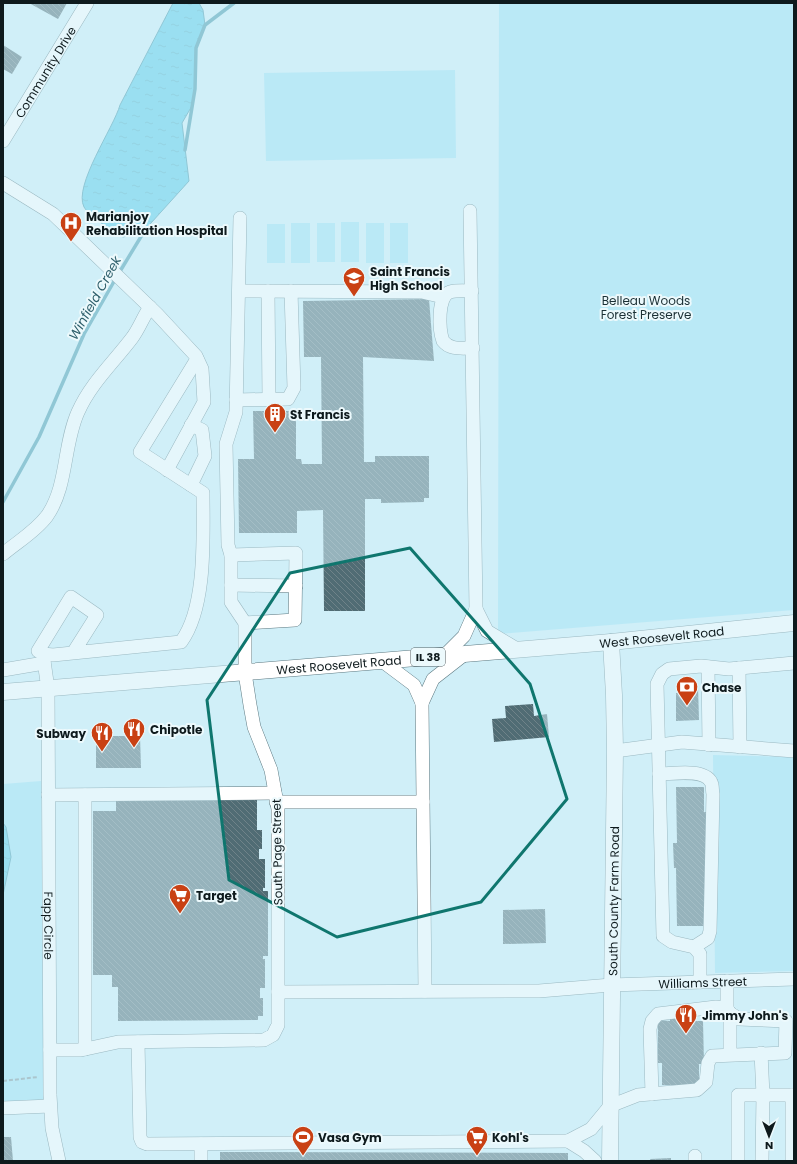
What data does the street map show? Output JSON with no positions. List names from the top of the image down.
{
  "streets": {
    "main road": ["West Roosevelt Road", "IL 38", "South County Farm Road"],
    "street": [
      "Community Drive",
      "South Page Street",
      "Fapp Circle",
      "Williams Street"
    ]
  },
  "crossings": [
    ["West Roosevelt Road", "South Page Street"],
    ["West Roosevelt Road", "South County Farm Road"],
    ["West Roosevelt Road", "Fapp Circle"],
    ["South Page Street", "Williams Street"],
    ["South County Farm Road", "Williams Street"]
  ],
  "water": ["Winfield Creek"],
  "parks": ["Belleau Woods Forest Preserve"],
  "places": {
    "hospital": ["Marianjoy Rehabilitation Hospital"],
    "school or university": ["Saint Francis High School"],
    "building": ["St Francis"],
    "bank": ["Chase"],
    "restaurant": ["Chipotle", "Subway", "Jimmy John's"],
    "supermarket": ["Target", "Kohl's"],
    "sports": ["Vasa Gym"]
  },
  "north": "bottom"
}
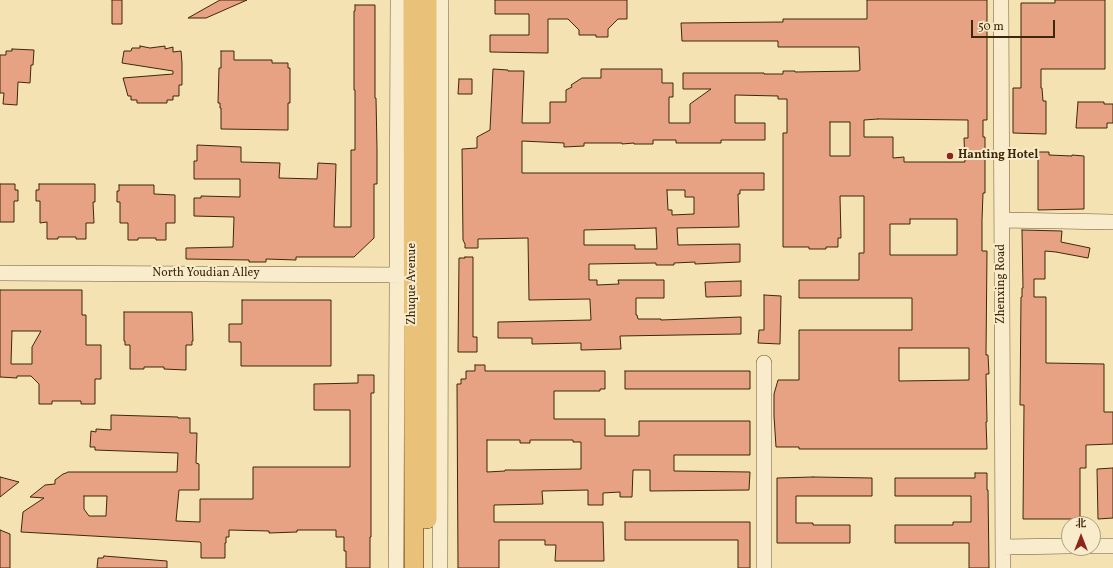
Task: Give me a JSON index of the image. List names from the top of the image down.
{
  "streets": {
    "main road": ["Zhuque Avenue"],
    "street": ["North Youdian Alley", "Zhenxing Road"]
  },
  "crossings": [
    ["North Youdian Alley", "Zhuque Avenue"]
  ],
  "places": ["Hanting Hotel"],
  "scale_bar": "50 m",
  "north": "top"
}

________________________________________

WHAT YOU WILL DO:
Drop the pictures, then write out everything else in the records exactly.

THE COMPLETED TASK:
What data does the street map show? Output JSON with no positions. List names from the top of the image down.
{
  "streets": {
    "main road": ["West Roosevelt Road", "IL 38", "South County Farm Road"],
    "street": [
      "Community Drive",
      "South Page Street",
      "Fapp Circle",
      "Williams Street"
    ]
  },
  "crossings": [
    ["West Roosevelt Road", "South Page Street"],
    ["West Roosevelt Road", "South County Farm Road"],
    ["West Roosevelt Road", "Fapp Circle"],
    ["South Page Street", "Williams Street"],
    ["South County Farm Road", "Williams Street"]
  ],
  "water": ["Winfield Creek"],
  "parks": ["Belleau Woods Forest Preserve"],
  "places": {
    "hospital": ["Marianjoy Rehabilitation Hospital"],
    "school or university": ["Saint Francis High School"],
    "building": ["St Francis"],
    "bank": ["Chase"],
    "restaurant": ["Chipotle", "Subway", "Jimmy John's"],
    "supermarket": ["Target", "Kohl's"],
    "sports": ["Vasa Gym"]
  },
  "north": "bottom"
}
Task: Give me a JSON index of the image. List names from the top of the image down.
{
  "streets": {
    "main road": ["Zhuque Avenue"],
    "street": ["North Youdian Alley", "Zhenxing Road"]
  },
  "crossings": [
    ["North Youdian Alley", "Zhuque Avenue"]
  ],
  "places": ["Hanting Hotel"],
  "scale_bar": "50 m",
  "north": "top"
}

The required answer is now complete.